If you don’t want to donate your miles through an airline loyalty program, there are other options on how you can donate. For example, if you are interested in helping immigrants or refugees, there is a program called Miles 4 Migrants that uses donated frequent flyer miles to help those displaced due to war and persecution.

Credit card issuers

Many credit card issuers also offer a way for cardholders to donate their rewards.

Tips and traps to watch out for

Donating points and miles isn’t necessarily a replacement for cash donations, and it’s important to consider whether or not donating points and miles is the right fit for your situation.

Points and miles donations are not tax-deductible because they are considered discounts instead of income. There are also differences in how credit card issuers and loyalty programs treat points and miles donations.
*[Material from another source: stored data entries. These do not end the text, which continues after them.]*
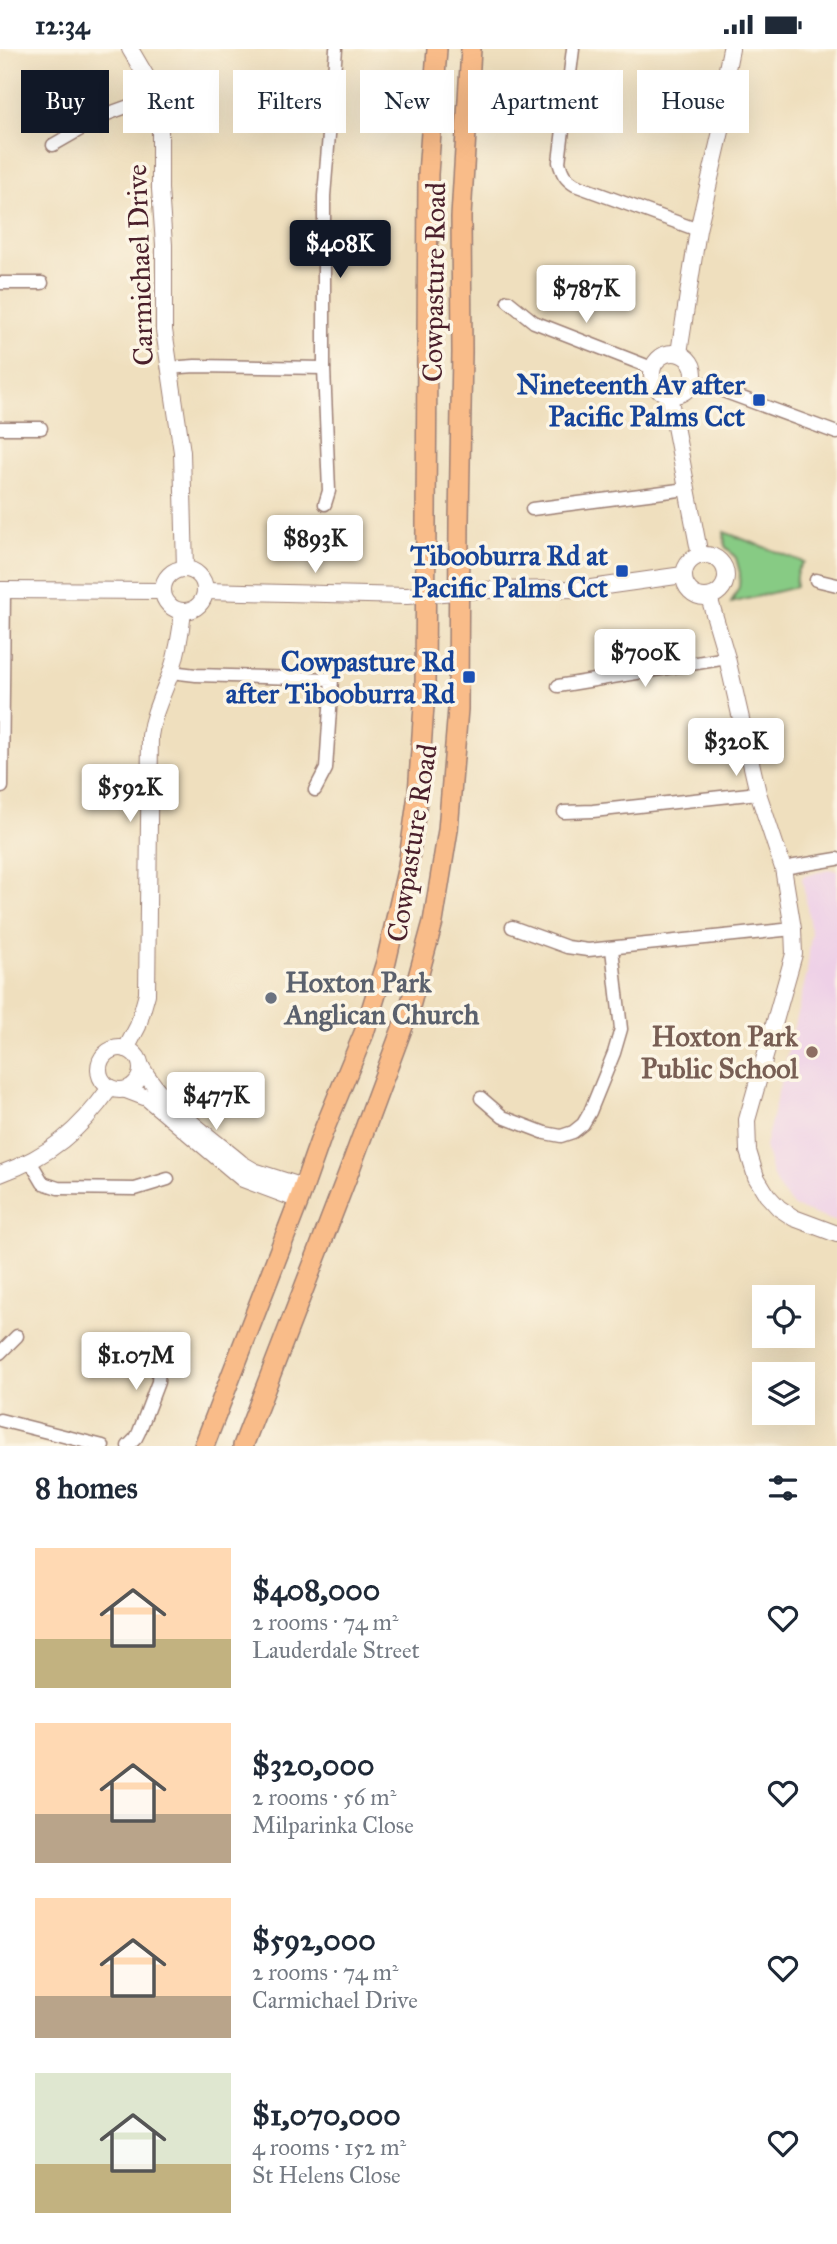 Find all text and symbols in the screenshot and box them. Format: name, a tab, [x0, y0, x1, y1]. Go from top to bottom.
text: 12:34	[35, 9, 90, 41]
chip: Buy	[21, 70, 109, 133]
chip: Rent	[123, 70, 219, 133]
chip: Filters	[233, 70, 346, 133]
chip: New	[360, 70, 454, 133]
chip: Apartment	[468, 70, 623, 133]
chip: House	[637, 70, 749, 133]
street label: Carmichael Drive	[119, 164, 161, 366]
street label: Cowpasture Road	[415, 182, 453, 382]
pin: $408K	[291, 221, 389, 280]
text: $408K	[306, 229, 374, 257]
pin: $787K	[537, 265, 635, 325]
text: $787K	[553, 274, 619, 302]
place label: Nineteenth Av after Pacific Palms Cct	[516, 367, 745, 434]
marker: Nineteenth Av after Pacific Palms Cct	[751, 392, 767, 408]
pin: $893K	[266, 515, 364, 575]
text: $893K	[283, 524, 347, 552]
place label: Tibooburra Rd at Pacific Palms Cct	[410, 538, 608, 605]
marker: Tibooburra Rd at Pacific Palms Cct	[614, 563, 630, 579]
pin: $700K	[596, 629, 694, 689]
text: $700K	[610, 638, 680, 666]
place label: Cowpasture Rd after Tibooburra Rd	[226, 644, 456, 711]
marker: Cowpasture Rd after Tibooburra Rd	[461, 669, 477, 685]
pin: $320K	[687, 719, 785, 778]
text: $320K	[704, 727, 768, 755]
street label: Cowpasture Road	[379, 741, 445, 945]
pin: $592K	[81, 765, 179, 824]
text: $592K	[98, 773, 162, 801]
place label: Hoxton Park Anglican Church	[283, 965, 480, 1032]
marker: Hoxton Park Anglican Church	[263, 990, 279, 1006]
place label: Hoxton Park Public School	[641, 1019, 799, 1086]
marker: Hoxton Park Public School	[804, 1044, 820, 1060]
pin: $477K	[167, 1073, 265, 1132]
text: $477K	[183, 1081, 249, 1109]
map controls	[752, 1285, 815, 1425]
button: locate	[752, 1285, 815, 1348]
pin: $1.07M	[79, 1333, 193, 1392]
text: $1.07M	[97, 1341, 175, 1369]
button: layers	[752, 1362, 815, 1425]
icon: filters	[764, 1469, 802, 1507]
text: 8 homes	[35, 1470, 138, 1506]
text: $408,000	[252, 1572, 380, 1608]
icon: home	[91, 1576, 175, 1660]
icon: heart	[764, 1599, 802, 1637]
text: 2 rooms · 74 m²	[252, 1608, 398, 1636]
text: Lauderdale Street	[252, 1636, 420, 1664]
text: $320,000	[252, 1747, 374, 1783]
icon: home	[91, 1751, 175, 1835]
icon: heart	[764, 1774, 802, 1812]
text: 2 rooms · 56 m²	[252, 1783, 396, 1811]
text: Milparinka Close	[252, 1811, 414, 1839]
text: $592,000	[252, 1922, 376, 1958]
icon: home	[91, 1926, 175, 2010]
icon: heart	[764, 1949, 802, 1987]
text: 2 rooms · 74 m²	[252, 1958, 398, 1986]
text: Carmichael Drive	[252, 1986, 418, 2014]
text: $1,070,000	[252, 2097, 401, 2133]
icon: home	[91, 2101, 175, 2185]
icon: heart	[764, 2124, 802, 2162]
text: 4 rooms · 152 m²	[252, 2133, 406, 2161]
text: St Helens Close	[252, 2161, 401, 2189]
Because some issuers and airlines convert miles donations to a cash value rather than actually donating the points or miles themselves, rewards donations can have a lower cash value due to redemption value variations.

Unfortunately, there are also scammers looking to profit from a donor’s good intentions, so be wary of third-party sites claiming they will donate miles for you. Airlines demand control of miles transfers, so it’s likely best to use their sites to donate your rewards.

All charitable organizations require travel, and many absolutely depend on it. So if you want to help a good cause and you’re sitting on a pile of unused miles or travel rewards, keep your eyes open, show your big heart and donate them.